● WORK TO BE COMPLETED
The expected response is a copy of every line in the entries below that includes the word "nowrap".

= Beginning of Section =

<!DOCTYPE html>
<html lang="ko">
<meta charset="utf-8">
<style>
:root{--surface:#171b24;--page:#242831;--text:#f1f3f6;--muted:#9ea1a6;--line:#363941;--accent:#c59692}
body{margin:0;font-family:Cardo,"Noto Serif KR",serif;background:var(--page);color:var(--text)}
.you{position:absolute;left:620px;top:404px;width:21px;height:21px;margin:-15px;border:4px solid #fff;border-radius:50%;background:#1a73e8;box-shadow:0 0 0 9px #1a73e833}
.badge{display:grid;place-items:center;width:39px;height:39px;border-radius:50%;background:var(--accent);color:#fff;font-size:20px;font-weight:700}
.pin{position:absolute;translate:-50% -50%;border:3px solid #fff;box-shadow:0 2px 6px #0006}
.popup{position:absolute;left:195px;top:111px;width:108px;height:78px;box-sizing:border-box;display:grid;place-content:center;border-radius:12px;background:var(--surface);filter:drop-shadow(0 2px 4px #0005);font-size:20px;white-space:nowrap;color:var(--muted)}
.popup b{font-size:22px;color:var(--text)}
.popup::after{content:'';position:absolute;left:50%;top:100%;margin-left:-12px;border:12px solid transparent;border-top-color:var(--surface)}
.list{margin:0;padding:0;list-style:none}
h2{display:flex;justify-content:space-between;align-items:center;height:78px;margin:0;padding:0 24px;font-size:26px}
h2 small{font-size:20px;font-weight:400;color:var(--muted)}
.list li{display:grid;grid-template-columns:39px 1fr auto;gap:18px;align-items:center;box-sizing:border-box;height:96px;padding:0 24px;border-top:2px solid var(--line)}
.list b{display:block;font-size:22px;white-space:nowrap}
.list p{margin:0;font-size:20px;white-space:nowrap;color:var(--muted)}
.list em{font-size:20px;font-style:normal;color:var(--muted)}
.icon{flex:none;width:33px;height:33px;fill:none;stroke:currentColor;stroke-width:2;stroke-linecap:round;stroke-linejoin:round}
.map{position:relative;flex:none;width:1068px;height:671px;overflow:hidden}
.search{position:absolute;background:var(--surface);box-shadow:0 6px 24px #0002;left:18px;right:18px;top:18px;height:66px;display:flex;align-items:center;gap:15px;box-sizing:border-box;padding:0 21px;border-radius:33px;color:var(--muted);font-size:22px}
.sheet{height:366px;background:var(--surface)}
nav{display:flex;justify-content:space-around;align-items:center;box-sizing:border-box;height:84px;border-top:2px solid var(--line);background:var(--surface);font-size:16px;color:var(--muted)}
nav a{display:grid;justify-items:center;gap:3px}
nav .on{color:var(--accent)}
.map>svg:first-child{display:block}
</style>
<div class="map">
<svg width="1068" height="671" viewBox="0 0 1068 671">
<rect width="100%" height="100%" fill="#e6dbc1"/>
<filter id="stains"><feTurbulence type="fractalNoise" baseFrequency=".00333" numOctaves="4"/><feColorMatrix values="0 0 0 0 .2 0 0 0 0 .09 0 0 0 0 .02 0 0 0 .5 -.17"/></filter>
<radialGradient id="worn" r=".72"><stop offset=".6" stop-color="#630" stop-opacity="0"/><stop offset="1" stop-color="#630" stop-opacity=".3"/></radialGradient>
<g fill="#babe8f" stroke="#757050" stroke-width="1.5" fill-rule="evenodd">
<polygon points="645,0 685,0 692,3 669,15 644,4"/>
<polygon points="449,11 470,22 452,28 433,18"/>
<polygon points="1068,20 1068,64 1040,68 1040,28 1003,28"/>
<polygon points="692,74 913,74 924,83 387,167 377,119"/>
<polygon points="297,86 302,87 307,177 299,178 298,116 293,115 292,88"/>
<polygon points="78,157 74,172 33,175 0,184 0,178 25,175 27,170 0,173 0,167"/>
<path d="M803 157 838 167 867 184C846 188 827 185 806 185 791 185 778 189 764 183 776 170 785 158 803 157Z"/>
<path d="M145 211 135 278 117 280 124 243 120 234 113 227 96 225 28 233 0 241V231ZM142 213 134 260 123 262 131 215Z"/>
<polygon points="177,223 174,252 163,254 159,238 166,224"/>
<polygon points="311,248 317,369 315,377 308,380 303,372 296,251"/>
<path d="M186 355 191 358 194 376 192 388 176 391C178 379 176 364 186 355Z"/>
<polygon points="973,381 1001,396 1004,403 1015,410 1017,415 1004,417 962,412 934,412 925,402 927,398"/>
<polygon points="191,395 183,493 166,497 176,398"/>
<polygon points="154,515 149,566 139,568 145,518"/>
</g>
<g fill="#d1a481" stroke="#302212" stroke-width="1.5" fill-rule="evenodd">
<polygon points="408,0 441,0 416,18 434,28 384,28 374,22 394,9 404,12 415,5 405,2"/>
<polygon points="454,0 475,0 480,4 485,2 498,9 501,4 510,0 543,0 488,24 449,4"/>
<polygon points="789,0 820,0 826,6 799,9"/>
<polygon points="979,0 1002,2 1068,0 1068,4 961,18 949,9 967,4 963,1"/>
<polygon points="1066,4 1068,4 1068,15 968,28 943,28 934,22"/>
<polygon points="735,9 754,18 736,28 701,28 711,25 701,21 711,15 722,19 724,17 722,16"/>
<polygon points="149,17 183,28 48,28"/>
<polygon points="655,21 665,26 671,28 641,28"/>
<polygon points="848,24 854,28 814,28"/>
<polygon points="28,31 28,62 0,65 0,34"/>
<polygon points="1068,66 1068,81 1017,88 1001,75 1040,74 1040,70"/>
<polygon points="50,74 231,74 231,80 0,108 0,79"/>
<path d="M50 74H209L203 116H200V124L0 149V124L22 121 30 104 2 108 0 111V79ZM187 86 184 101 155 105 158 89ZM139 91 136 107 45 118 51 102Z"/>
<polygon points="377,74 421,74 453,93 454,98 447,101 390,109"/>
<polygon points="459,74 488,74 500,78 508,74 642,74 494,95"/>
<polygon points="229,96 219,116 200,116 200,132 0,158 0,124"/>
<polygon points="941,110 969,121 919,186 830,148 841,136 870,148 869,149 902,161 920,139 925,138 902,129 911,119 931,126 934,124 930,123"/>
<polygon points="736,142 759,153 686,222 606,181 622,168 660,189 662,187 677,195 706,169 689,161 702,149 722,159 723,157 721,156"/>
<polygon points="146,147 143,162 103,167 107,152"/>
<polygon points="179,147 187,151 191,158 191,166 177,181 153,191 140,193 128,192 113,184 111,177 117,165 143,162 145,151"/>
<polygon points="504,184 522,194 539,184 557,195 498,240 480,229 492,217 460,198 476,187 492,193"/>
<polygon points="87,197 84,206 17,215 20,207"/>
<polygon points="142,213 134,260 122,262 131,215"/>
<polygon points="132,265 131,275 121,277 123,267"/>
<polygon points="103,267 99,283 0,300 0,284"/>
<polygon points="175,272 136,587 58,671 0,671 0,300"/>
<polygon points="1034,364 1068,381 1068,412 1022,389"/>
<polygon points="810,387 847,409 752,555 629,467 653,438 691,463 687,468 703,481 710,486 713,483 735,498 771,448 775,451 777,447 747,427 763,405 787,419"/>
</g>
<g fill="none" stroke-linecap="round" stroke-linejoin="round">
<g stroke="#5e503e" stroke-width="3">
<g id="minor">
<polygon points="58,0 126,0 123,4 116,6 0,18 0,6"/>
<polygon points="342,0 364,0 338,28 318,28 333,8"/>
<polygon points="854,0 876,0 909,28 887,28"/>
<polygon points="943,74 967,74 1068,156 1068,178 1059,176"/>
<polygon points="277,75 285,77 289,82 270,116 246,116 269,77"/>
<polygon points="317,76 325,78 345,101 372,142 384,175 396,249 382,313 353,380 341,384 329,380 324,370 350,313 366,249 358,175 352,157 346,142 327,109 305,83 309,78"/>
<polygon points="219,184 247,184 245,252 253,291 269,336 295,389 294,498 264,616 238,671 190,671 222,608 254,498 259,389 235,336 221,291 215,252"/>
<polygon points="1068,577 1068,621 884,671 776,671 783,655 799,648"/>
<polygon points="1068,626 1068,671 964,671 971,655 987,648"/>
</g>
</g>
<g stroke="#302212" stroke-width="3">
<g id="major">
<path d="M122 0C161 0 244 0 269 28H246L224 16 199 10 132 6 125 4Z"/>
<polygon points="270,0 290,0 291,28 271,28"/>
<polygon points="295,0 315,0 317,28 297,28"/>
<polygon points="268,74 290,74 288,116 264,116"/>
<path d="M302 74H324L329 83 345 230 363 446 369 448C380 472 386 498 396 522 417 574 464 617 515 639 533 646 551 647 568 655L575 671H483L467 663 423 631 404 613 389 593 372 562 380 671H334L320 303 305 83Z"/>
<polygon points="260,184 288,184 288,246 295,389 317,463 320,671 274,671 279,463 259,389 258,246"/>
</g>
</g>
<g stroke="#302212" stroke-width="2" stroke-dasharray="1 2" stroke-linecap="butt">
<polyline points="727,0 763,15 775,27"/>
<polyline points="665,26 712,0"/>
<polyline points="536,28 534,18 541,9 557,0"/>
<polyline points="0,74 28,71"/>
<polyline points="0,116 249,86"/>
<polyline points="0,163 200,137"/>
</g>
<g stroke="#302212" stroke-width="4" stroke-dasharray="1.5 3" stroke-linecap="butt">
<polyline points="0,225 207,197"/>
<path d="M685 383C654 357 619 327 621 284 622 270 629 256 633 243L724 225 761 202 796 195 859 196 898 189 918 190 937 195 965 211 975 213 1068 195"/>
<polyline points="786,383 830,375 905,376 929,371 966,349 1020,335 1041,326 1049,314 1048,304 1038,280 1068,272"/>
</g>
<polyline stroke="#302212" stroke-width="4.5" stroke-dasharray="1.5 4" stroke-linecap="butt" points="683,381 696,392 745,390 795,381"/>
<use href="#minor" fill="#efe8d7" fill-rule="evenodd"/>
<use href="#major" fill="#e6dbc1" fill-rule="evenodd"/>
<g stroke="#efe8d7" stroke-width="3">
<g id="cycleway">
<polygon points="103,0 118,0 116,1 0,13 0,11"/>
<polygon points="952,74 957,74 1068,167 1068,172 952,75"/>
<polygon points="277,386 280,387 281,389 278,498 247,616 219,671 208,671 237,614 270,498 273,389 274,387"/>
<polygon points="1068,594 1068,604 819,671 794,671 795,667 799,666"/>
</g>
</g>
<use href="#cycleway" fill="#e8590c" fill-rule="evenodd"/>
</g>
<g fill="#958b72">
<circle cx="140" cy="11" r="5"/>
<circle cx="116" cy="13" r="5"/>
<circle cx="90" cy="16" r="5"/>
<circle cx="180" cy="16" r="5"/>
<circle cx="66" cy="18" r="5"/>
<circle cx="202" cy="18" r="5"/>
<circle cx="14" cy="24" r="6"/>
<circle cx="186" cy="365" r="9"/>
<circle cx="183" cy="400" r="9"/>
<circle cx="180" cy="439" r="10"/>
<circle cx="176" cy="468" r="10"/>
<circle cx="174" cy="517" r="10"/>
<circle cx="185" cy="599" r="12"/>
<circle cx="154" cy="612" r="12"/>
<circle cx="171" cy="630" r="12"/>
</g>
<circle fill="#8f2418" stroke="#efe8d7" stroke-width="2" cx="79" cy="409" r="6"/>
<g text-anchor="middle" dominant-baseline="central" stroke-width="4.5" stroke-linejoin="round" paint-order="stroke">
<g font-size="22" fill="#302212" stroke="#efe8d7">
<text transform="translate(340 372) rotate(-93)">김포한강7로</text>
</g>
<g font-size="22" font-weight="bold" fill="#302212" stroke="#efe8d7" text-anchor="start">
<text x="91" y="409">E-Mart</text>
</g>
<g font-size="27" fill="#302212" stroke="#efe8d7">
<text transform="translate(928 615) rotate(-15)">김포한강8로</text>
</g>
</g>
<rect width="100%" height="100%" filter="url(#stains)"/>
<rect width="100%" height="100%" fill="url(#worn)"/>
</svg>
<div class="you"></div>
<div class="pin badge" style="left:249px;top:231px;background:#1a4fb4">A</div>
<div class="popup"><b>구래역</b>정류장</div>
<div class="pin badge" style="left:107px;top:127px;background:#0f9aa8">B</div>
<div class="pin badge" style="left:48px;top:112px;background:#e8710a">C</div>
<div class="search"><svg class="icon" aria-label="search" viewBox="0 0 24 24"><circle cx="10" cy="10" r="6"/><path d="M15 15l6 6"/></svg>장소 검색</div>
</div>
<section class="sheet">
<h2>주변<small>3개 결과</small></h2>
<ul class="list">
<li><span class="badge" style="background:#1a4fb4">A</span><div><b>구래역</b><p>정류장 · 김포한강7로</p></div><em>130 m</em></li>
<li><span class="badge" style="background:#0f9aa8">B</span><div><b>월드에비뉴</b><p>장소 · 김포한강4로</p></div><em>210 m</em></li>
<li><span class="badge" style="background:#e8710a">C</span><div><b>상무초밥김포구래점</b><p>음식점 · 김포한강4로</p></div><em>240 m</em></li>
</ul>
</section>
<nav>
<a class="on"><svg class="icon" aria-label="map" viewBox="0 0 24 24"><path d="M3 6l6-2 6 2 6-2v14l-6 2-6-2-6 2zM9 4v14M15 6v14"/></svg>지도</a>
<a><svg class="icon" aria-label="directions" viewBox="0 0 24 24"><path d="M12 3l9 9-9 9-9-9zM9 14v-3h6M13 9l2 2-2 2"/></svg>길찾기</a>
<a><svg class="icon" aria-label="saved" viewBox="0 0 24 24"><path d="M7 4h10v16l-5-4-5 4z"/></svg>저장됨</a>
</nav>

= End of Section =

● SOLUTION TO THIS TASK
.popup{position:absolute;left:195px;top:111px;width:108px;height:78px;box-sizing:border-box;display:grid;place-content:center;border-radius:12px;background:var(--surface);filter:drop-shadow(0 2px 4px #0005);font-size:20px;white-space:nowrap;color:var(--muted)}
.list b{display:block;font-size:22px;white-space:nowrap}
.list p{margin:0;font-size:20px;white-space:nowrap;color:var(--muted)}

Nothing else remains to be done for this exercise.